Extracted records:
┄┄┄┄┄┄

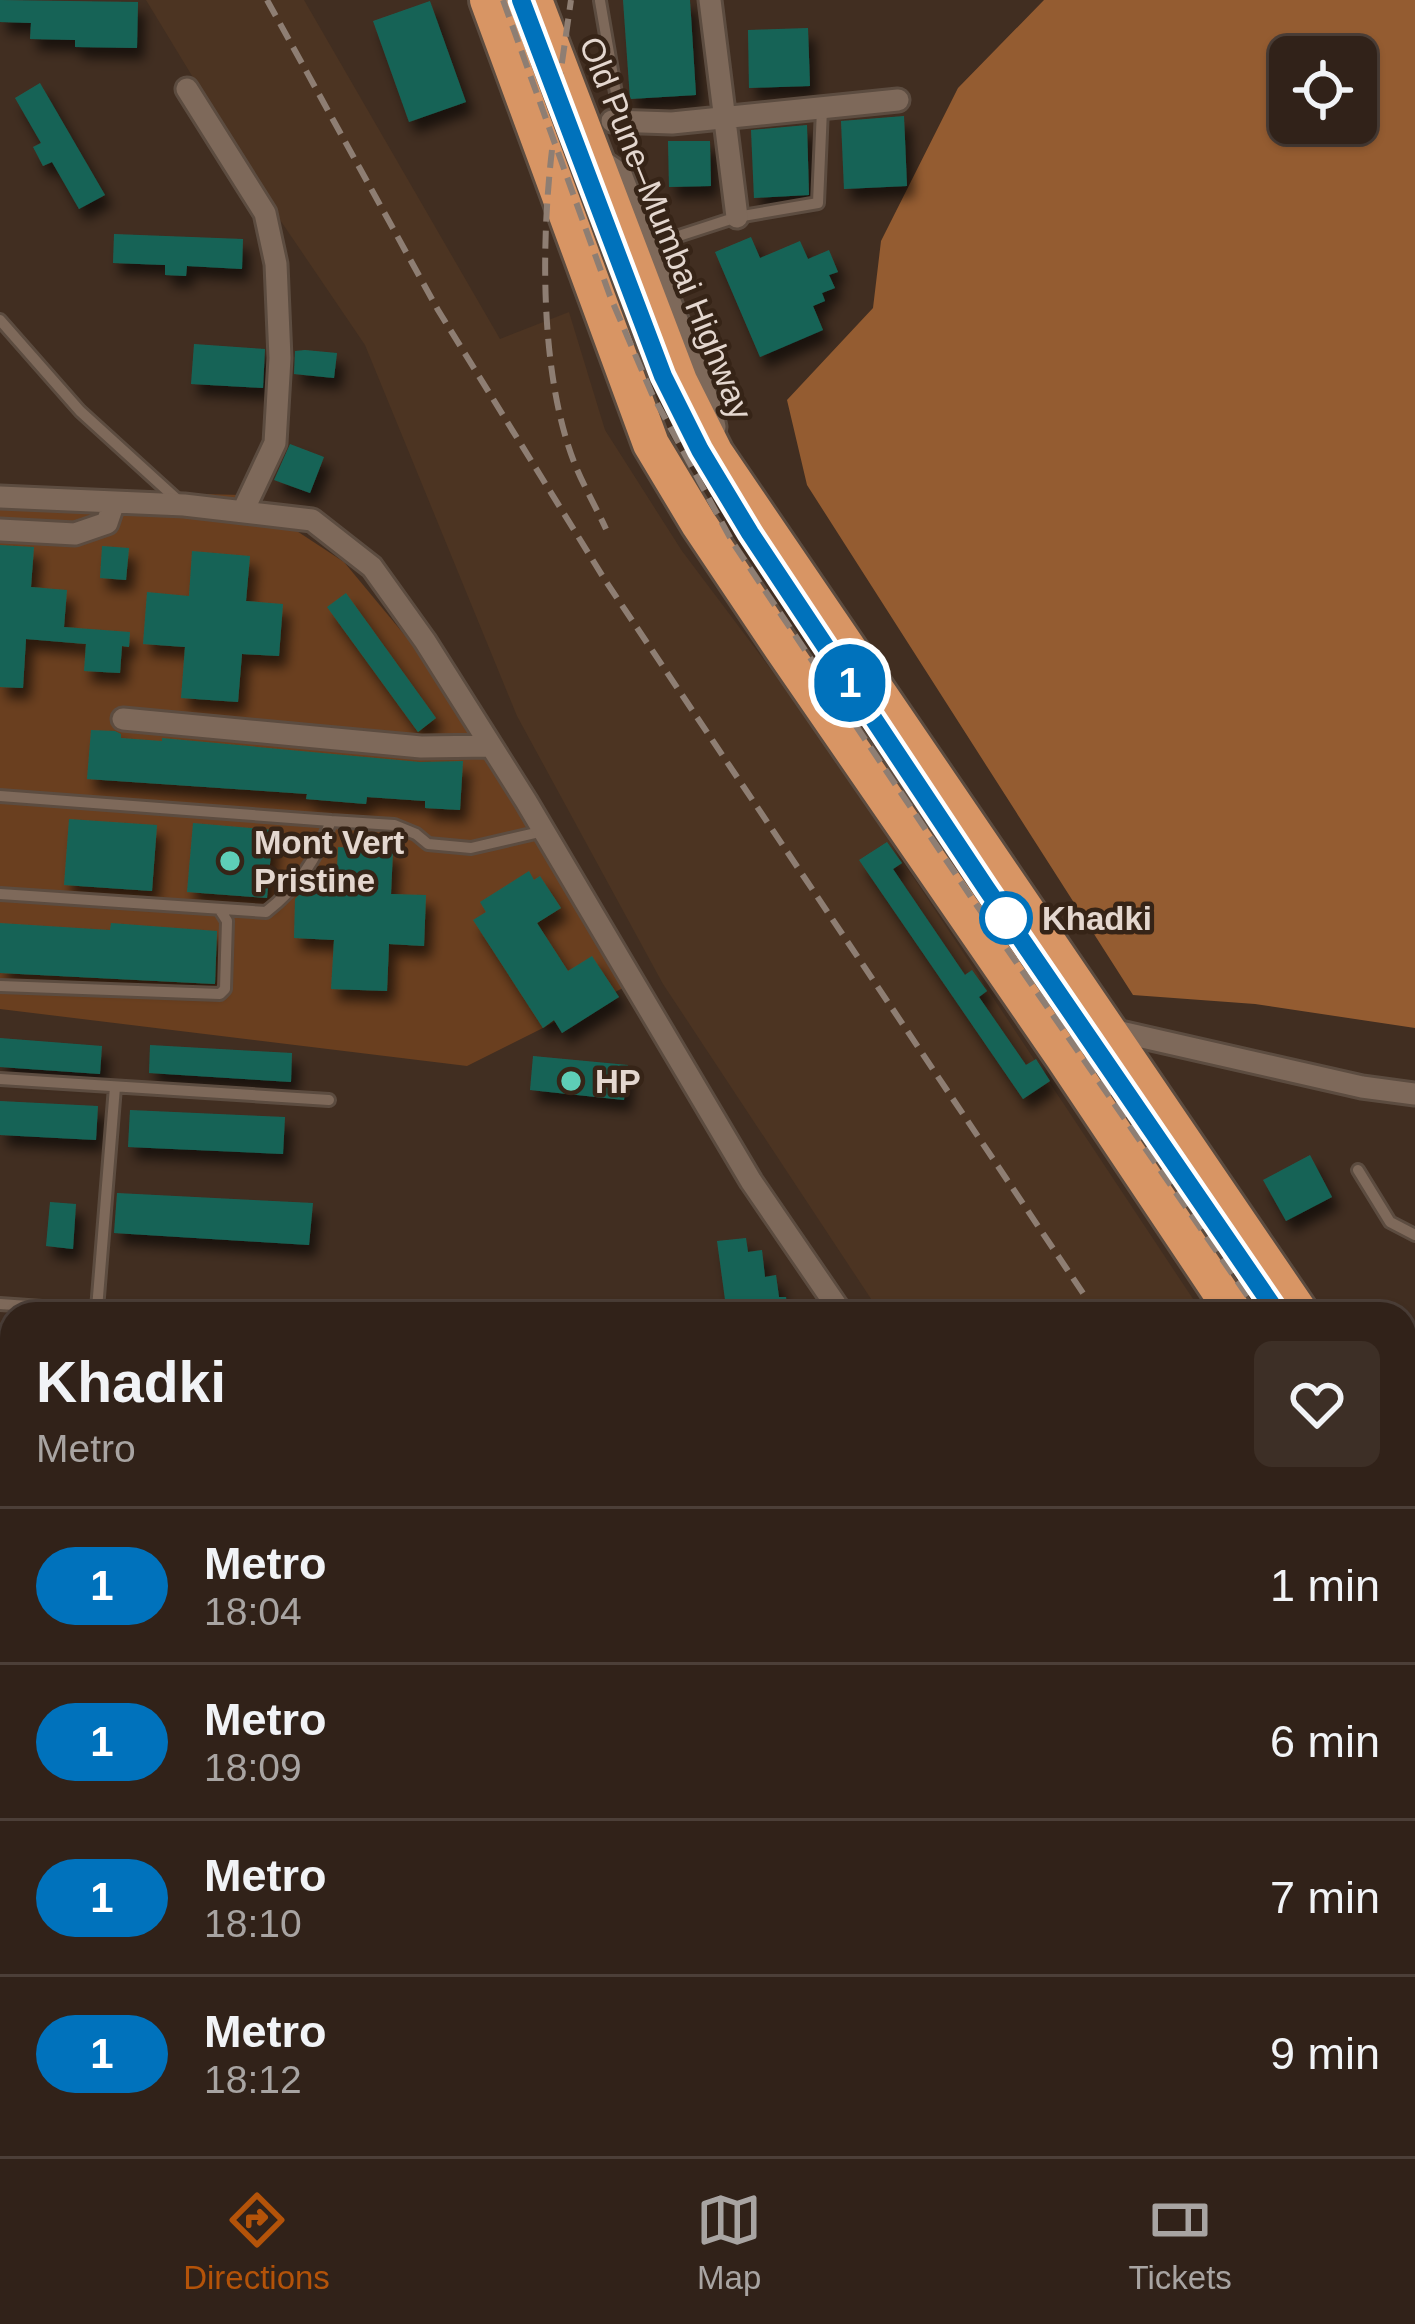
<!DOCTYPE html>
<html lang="en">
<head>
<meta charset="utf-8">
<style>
  :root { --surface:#312219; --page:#3d2f26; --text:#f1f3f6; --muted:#a8a4a2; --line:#4c3f38; --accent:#b45309 }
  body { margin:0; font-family:Arial,sans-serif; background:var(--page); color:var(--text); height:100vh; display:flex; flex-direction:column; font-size:45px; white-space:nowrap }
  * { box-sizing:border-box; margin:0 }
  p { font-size:39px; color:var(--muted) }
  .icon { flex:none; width:66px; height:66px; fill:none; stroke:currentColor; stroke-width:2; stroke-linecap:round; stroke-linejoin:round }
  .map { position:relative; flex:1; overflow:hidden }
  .panel { position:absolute; left:0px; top:1302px; width:1416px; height:855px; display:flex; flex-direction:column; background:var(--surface); border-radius:36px 36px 0 0; box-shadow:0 3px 9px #0004,0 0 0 3px var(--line) }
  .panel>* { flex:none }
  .badge { padding:0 24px; border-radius:39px; font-size:42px; line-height:78px }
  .buttons { position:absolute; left:1269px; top:36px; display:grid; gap:24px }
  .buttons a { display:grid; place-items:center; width:108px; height:108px; border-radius:18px; background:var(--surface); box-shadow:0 3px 9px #0004,0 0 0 3px var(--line); font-size:60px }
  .map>.badge { position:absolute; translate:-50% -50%; box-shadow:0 0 0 6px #fff }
  .round { display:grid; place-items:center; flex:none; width:126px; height:126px; border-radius:18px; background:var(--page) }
  .summary { display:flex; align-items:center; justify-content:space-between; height:204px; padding:0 36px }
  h1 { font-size:57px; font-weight:600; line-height:90px }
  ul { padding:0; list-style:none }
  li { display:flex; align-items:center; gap:36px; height:156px; padding:0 36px; border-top:3px solid var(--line) }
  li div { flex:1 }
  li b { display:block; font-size:45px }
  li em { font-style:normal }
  li .badge { min-width:132px; font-weight:700; text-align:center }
  .menu { display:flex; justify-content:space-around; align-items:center; height:168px; border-top:3px solid var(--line); background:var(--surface); font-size:33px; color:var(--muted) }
  .menu a { display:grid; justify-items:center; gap:6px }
  .menu .active { color:var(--accent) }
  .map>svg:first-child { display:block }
  .built { fill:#4c3422 }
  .green { fill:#6a3f1f }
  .forest { fill:#945c31; fill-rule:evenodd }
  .building { fill:#186457; filter:url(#shadow) }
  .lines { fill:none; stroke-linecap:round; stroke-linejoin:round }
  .lane-casing { stroke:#5c4c40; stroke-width:16 }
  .street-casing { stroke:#5c4c40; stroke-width:27 }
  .secondary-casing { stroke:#5c4c40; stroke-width:33 }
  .primary-casing { stroke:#5c4c40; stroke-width:36 }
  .highway-casing { stroke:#5c4c40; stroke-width:42 }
  .path { stroke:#807065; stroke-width:3; stroke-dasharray:6 9; stroke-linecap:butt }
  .lane { stroke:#7e695a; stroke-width:10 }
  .street { stroke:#7e695a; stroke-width:21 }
  .secondary { stroke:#7e695a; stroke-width:27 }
  .primary { stroke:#b48360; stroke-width:30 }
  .highway { stroke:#d89564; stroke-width:36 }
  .rail { stroke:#8e7e73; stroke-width:6; stroke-dasharray:18 9; stroke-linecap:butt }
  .path-bridge { stroke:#807065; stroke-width:3; stroke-dasharray:6 9; stroke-linecap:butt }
  .line-casing { stroke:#fff; stroke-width:27 }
  .line { stroke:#0072bc; stroke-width:18 }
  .poi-dot { fill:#5eceb7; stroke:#362417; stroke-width:4.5 }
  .stop-dot { fill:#fff; stroke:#0072bc; stroke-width:6 }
  .labels { text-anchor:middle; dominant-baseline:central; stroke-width:9; stroke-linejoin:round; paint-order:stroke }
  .street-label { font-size:33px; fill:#e4d7cf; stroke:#362417 }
  .poi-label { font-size:33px; font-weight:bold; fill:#e4d7cf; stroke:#362417; text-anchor:start }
  .stop-label { font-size:33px; font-weight:bold; fill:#e4d7cf; stroke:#362417; text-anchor:start }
</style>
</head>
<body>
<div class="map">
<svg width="1415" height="2156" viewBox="0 0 1415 2156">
  <defs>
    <filter id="shadow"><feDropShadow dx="7" dy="11" stdDeviation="6" flood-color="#0009"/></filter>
  </defs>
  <rect width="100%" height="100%" fill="#412e21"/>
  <path class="built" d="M146 0H304L500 339 569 312 605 430 682 551 809 720 1203 1314H881L663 984 517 716 365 345 274 211Z
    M1404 1616 1415 1633V2106L1404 2090Z"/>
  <path class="green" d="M0 489 242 495 344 562 481 727 623 988 467 1066 0 1009Z"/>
  <path class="forest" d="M1044 0H1415V1028L1255 1004 1133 995 807 485 787 400 873 308 881 241 958 88ZM1290 57H1356V123H1290Z"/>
  <path class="building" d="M0 0 138 2 137 48 75 47V40L30 39 31 23 0 22Z
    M623 0H690L696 95 630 99Z
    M430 1 466 102 409 122 373 21Z
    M808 28 810 86 749 88 748 30Z
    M40 83 105 195 79 209 52 162 43 166 33 147 41 143 15 98Z
    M904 116 907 186 844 189 841 121Z
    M807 125 809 195 754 198 751 130Z
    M668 141H710L711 186 669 187Z
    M114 234 243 239 242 269 187 266 186 276 165 275V265L113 263Z
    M751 237 760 258 800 241 808 259 829 250 838 272 829 275 835 288 822 293 825 301 813 306 823 330 760 357 715 252Z
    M194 344 265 349 263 388 191 384Z
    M305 350 337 353 334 378 294 374 295 351Z
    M290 444 324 457 310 493 274 480Z
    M0 545 34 547 31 587 67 590 64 627 130 632 129 647 122 646 120 673 84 671 86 644 26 639 23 688 0 687Z
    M102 546 129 548 126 580 100 578Z
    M192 551 250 556 246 601 283 604 279 656 242 654 238 702 181 698 185 647 143 644 147 592 189 596Z
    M346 593 436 718 418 732 327 607Z
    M91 730 115 731 121 734V738L162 741V738L420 762 463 761 460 810 425 808V801L367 797 366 804 306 799 307 794 87 779Z
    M69 819 157 825 152 891 64 885Z
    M193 823 273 830 267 898 187 892Z
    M887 842 902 863 893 869 965 975 972 970 987 991 979 997 1026 1065 1036 1059 1050 1081 1023 1099 859 860Z
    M338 847 393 850 391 894 426 895 424 946 389 944 387 991 331 989 334 940 294 938 295 899 304 889 336 890Z
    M529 871 534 880 540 876 561 908 537 923 568 971 592 956 619 997 562 1033 554 1020 543 1028 473 920 486 912 480 902Z
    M0 923 110 930 111 923 217 931 215 984 0 973Z
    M0 1038 102 1046 100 1074 0 1067Z
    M150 1045 292 1053 291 1082 149 1073Z
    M533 1056 628 1065 624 1100 530 1090Z
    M0 1101 98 1106 96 1140 0 1135Z
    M130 1110 285 1117 283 1154 128 1147Z
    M1310 1155 1332 1197 1286 1221 1263 1180Z
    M117 1193 313 1203 309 1245 114 1233Z
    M50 1202 76 1204 73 1249 46 1246Z
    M746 1238 748 1252 762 1250 765 1277 776 1275 779 1297H786L788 1314H727L717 1241Z"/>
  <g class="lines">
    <g class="lane-casing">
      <path id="lane" d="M600 1 621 122
        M648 246 737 217 818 203 822 109
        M0 320 80 411 181 503
        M0 796 331 821
        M0 894 266 912C298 887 316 860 331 821L394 825 416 834 428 844 471 848 544 831
        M0 986 220 994 225 989 227 921 220 910
        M0 1079 329 1100
        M1358 1170 1390 1222 1415 1235
        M0 1304 141 1314
        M97 1309 115 1087
        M0 1434 12 1435
        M0 1489 12 1490
        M0 1810 12 1811
        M880 2156 897 2145
        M999 2156 1008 2145"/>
    </g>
    <g class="street-casing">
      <path id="street" d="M710 0 737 217
        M187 89 265 213 276 264 280 358 275 443 243 511
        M612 121 672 123 898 100
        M598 158 621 174 711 408 715 427
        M0 497 184 505 312 520 372 567 425 641 526 801 751 1181 842 1314
        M0 530 75 534 107 523 114 502
        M123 719 421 747 491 746
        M1062 1055 1103 1028 1362 1087 1415 1094
        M417 2156 434 2145"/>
    </g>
    <g class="secondary-casing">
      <path id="secondary" d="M1131 2156 1140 2145"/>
    </g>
    <g class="primary-casing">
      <path id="primary" d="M0 1673 12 1674
        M0 1697 12 1698
        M1404 2134 1415 2149"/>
    </g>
    <g class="highway-casing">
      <path id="highway" d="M488 0 651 444 699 524 782 648 1062 1055 1235 1314
        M534 0 679 381 715 453 1301 1314
        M1404 1463 1415 1479
        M1404 1562 1415 1579"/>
    </g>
    <path class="path" d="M1404 1402 1415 1419
      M1404 1647 1415 1640
      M1404 1649 1415 1665
      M1404 1721 1415 1713"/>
    <use href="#lane" class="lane"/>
    <use href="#street" class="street"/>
    <use href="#secondary" class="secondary"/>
    <use href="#primary" class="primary"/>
    <use href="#highway" class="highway"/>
    <path class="rail" d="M267 0 438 310 605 580 1097 1314
      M503 0 610 296 652 394 733 543 971 897 1260 1314
      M540 51C589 183 632 323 699 447 756 554 830 653 897 753
      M558 90 571 0
      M552 150C541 243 540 374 574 462 583 485 596 507 606 529
      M1404 1770 1415 1786"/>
    <path class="path-bridge" d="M1404 1632 1415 1649"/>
  </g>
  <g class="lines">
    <g class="line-casing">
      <path id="line" d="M521 0 663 376 700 450 750 533 986 888 1278 1314"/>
    </g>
    <use href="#line" class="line"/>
  </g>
  <g class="poi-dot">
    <circle cx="230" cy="861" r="12"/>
    <circle cx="571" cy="1081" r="12"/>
  </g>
  <circle class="stop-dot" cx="1006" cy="918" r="24"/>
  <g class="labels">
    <g class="street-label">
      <text transform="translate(666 228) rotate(68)">Old Pune–Mumbai Highway</text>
    </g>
    <g class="poi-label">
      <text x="254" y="842">Mont Vert<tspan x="254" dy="38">Pristine</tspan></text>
      <text x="595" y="1081">HP</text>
    </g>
    <g class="stop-label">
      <text x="1042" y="918">Khadki</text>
    </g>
  </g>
</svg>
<div class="buttons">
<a><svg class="icon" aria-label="locate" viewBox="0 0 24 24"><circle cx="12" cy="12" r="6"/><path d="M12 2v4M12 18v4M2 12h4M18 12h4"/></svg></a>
</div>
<b class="badge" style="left:850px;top:683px;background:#0072bc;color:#fff">1</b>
<section class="panel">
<div class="summary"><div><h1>Khadki</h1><p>Metro</p></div><a class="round"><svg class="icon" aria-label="heart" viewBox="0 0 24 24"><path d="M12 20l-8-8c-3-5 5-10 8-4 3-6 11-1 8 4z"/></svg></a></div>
<ul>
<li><span class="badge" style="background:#0072bc;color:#fff">1</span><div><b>Metro</b><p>18:04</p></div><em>1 min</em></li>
<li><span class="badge" style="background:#0072bc;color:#fff">1</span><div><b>Metro</b><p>18:09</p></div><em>6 min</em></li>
<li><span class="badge" style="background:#0072bc;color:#fff">1</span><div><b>Metro</b><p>18:10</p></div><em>7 min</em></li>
<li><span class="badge" style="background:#0072bc;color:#fff">1</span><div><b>Metro</b><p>18:12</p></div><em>9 min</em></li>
</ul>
</section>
</div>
<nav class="menu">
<a class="active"><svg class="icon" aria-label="directions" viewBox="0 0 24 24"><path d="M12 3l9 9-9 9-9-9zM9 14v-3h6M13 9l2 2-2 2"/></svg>Directions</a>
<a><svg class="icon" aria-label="map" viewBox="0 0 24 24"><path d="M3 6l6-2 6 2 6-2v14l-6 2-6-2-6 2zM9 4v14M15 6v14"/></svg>Map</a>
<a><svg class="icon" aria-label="tickets" viewBox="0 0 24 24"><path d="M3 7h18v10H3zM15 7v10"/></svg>Tickets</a>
</nav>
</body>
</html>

┄┄┄┄┄┄

Problem details |
Write out, from the lines above, only those from the line with "fill:#5eceb7; stroke:#362417; stroke-width:4.5" to the line with "text-anchor:middle; dominant-baseline:central; stroke-width:9;", exactly as given, including the first and the last.

The answer |
  .poi-dot { fill:#5eceb7; stroke:#362417; stroke-width:4.5 }
  .stop-dot { fill:#fff; stroke:#0072bc; stroke-width:6 }
  .labels { text-anchor:middle; dominant-baseline:central; stroke-width:9; stroke-linejoin:round; paint-order:stroke }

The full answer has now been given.